★原発はいらない(1)太陽光発電の実力

  
屋根の周囲にある20枚のパネルが太陽光発電パネル(ソーラーパネル)で、上部中央にあるガラス面はOMソーラーシステムの一部

エコハウスなどと自称しているものだから、地元の「まちづくりフォーラム」で何かを話せ、という話を持ちかけてきたIさんは、いろいろ話をしているうちに同じ大学の同窓であり、しかも共通の友人がいることがわかりました。
世間は狭いものですね。悪いことはできない。どこかでだれかが知っている。
しかたない。義理と人情で何か語ることにしました。
以下、その原稿の一部を書き改めたものです。

何有荘はオール電化ですからガス代・灯油代が不要の分だけ電力使用量が増え、電気料金が増加するのが普通です。
何有荘を建てるとき、熱源はガス・灯油にすれば良いものを電気に頼るなんて、お前は東電の手先かと言わんばかりの非難がありました。

実際はどうでしょうか。
この1年間の月平均電気使用量は285kWh、4,288円で、一般所帯の76%にすぎません。ガス・灯油を熱源に使っている家よりも少ないのです。

その秘密の一つはソーラーパネルの設置です。
ソーラーパネルが発電している時は東電の電気は使いません。それどころか、自宅使用量以上に発電された分(余剰電力)は一般所帯に回されます。つまりミニ発電所として電力不足解消にひと役かっています。東電が買い取ってくれた電力量は月平均235kWh。11,256円。

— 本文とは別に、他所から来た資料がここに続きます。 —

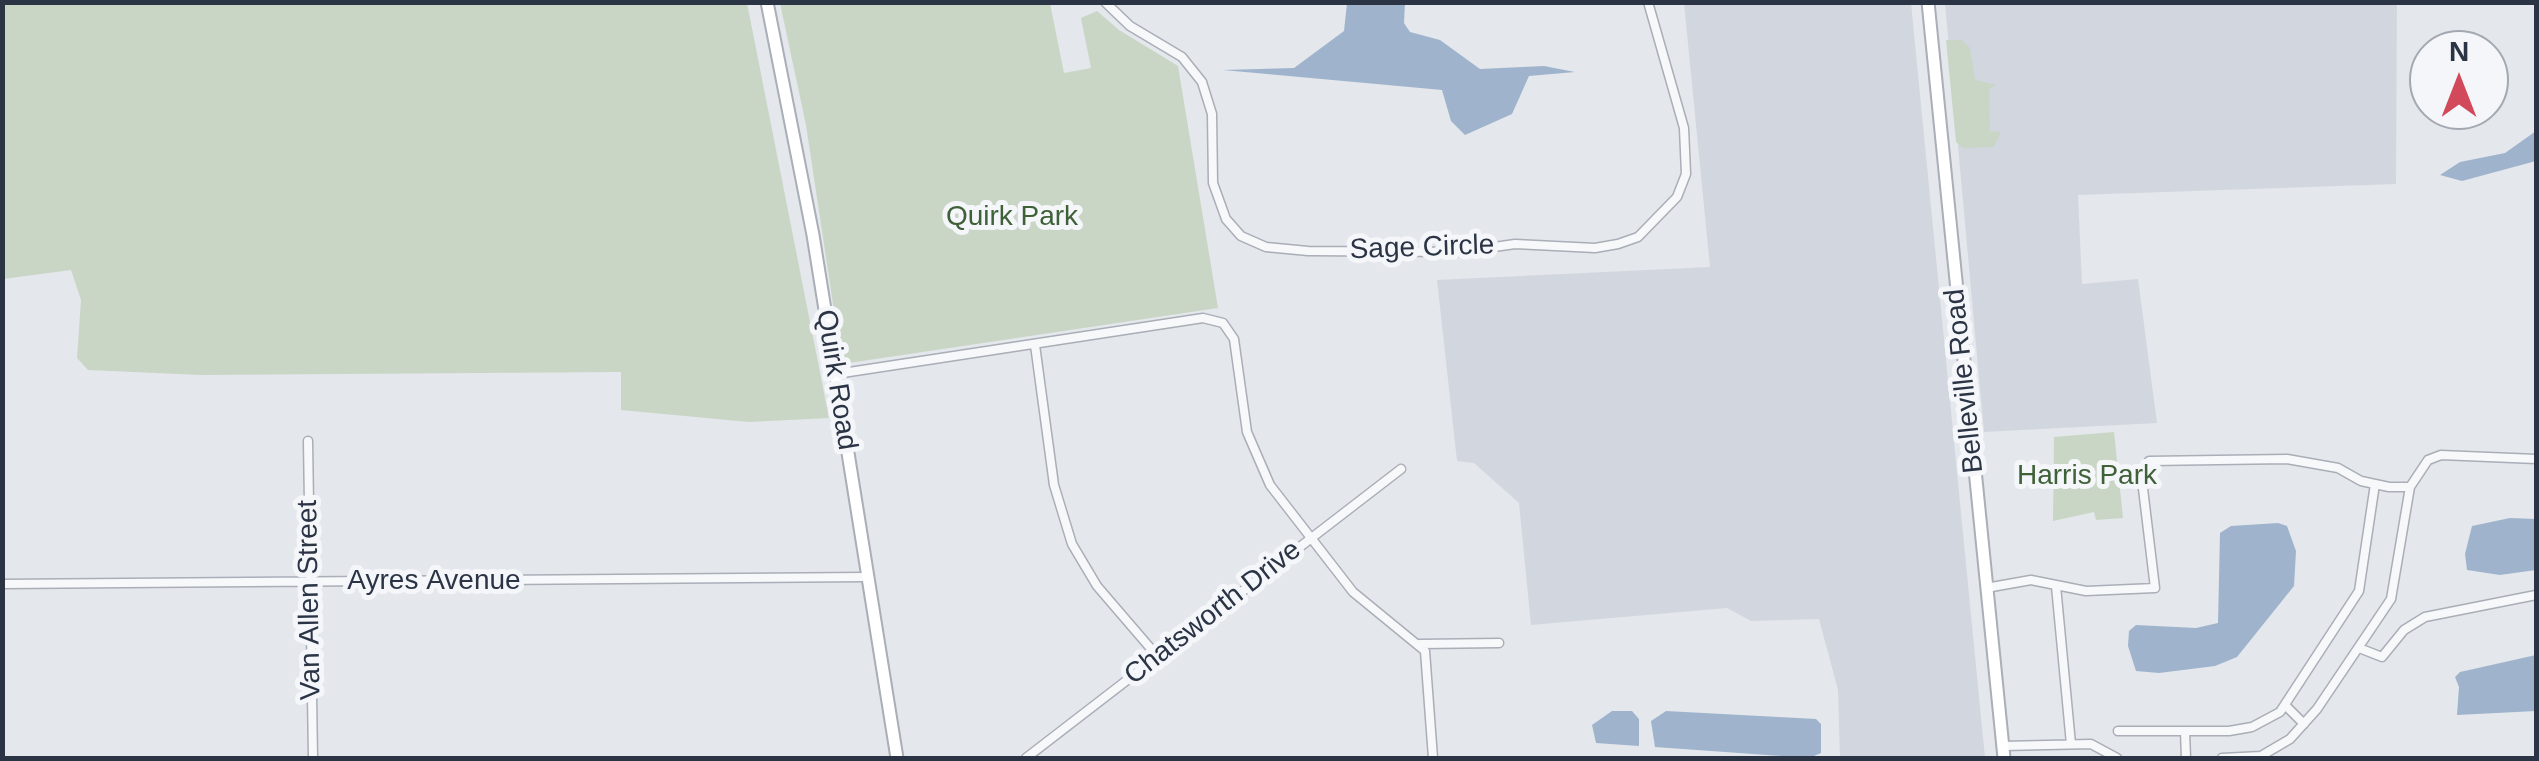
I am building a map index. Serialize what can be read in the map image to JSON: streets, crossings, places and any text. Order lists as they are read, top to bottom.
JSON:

ところがソーラーパネルは雨の日や夜は発電しません。その時間帯は一般家庭と同じ様に東電から電気を買います。
これが先ほど述べた285kWhで、ソーラーパネルの売電量と比べると、50kWhほど買った量が多くなりますが、売った・買ったはまぁほぼトントンです。

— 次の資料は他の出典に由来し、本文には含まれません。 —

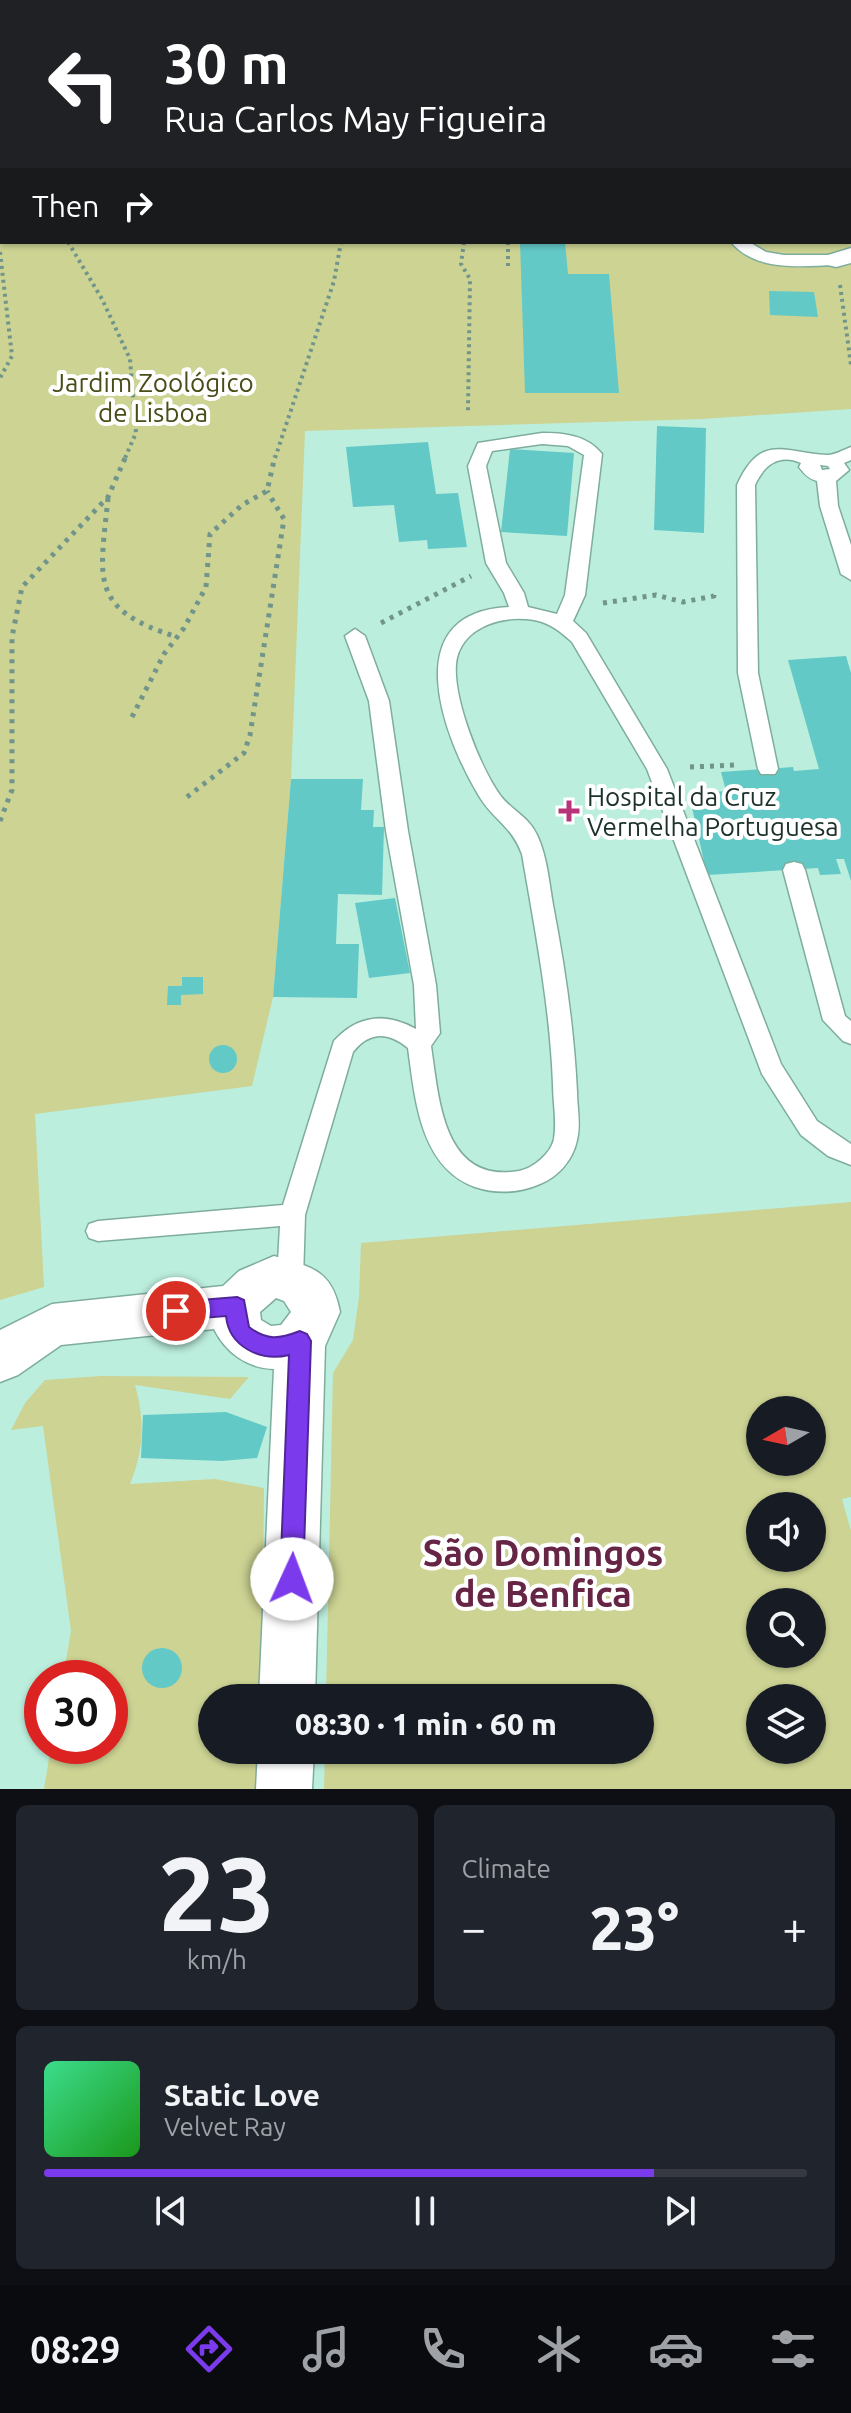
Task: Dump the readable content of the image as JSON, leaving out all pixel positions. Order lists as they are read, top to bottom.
{
  "districts": ["São Domingos de Benfica"],
  "parks": ["Jardim Zoológico de Lisboa"],
  "places": {
    "health": ["Hospital da Cruz Vermelha Portuguesa"]
  },
  "north": "left",
  "page": {
    "turn": ["30 m", "Rua Carlos May Figueira"],
    "then": "Then",
    "limit": "30",
    "trip": "08:30 · 1 min · 60 m",
    "tile": [
      ["23", "km/h"],
      "Climate"
    ],
    "heat": ["−", "23°", "+"],
    "song": ["Static Love", "Velvet Ray"],
    "tabs": "08:29"
  }
}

もしも完全に自宅蓄電できたならば、そして生活の仕方をもう少し変えたならば50kWhほどの差はふっとび、電力の完全自給自足ができます。
原子力発電所はもとより、火力・水力発電所さえ、つまり東電さえ不要になる未来が目に見えているのです。

ところがソーラーパネルの設置は高額な費用がかかる。それを東電や国家が負担せず、個人に負担してもらうために、東電はソーラーからの買い取り価格を高く設定しています。
その結果、差し引き使用電力量が50kWhほどあるにもかかわらず、光熱費の支出は0円どころか、毎月約7000円の収入になっています。

高額なソーラーパネルを半額補助とか全額貸し付けにして発電料金で返金する社会的なシステムを作れば一気に広まるはずですが、そうするかしないかは世論と政治姿勢の問題です。
少なくとも避難所に指定されている場所にソーラーパネルを行政は直ちに設置すべきでしょう。避難所暮らしはもう少し快適になっていたはずでした。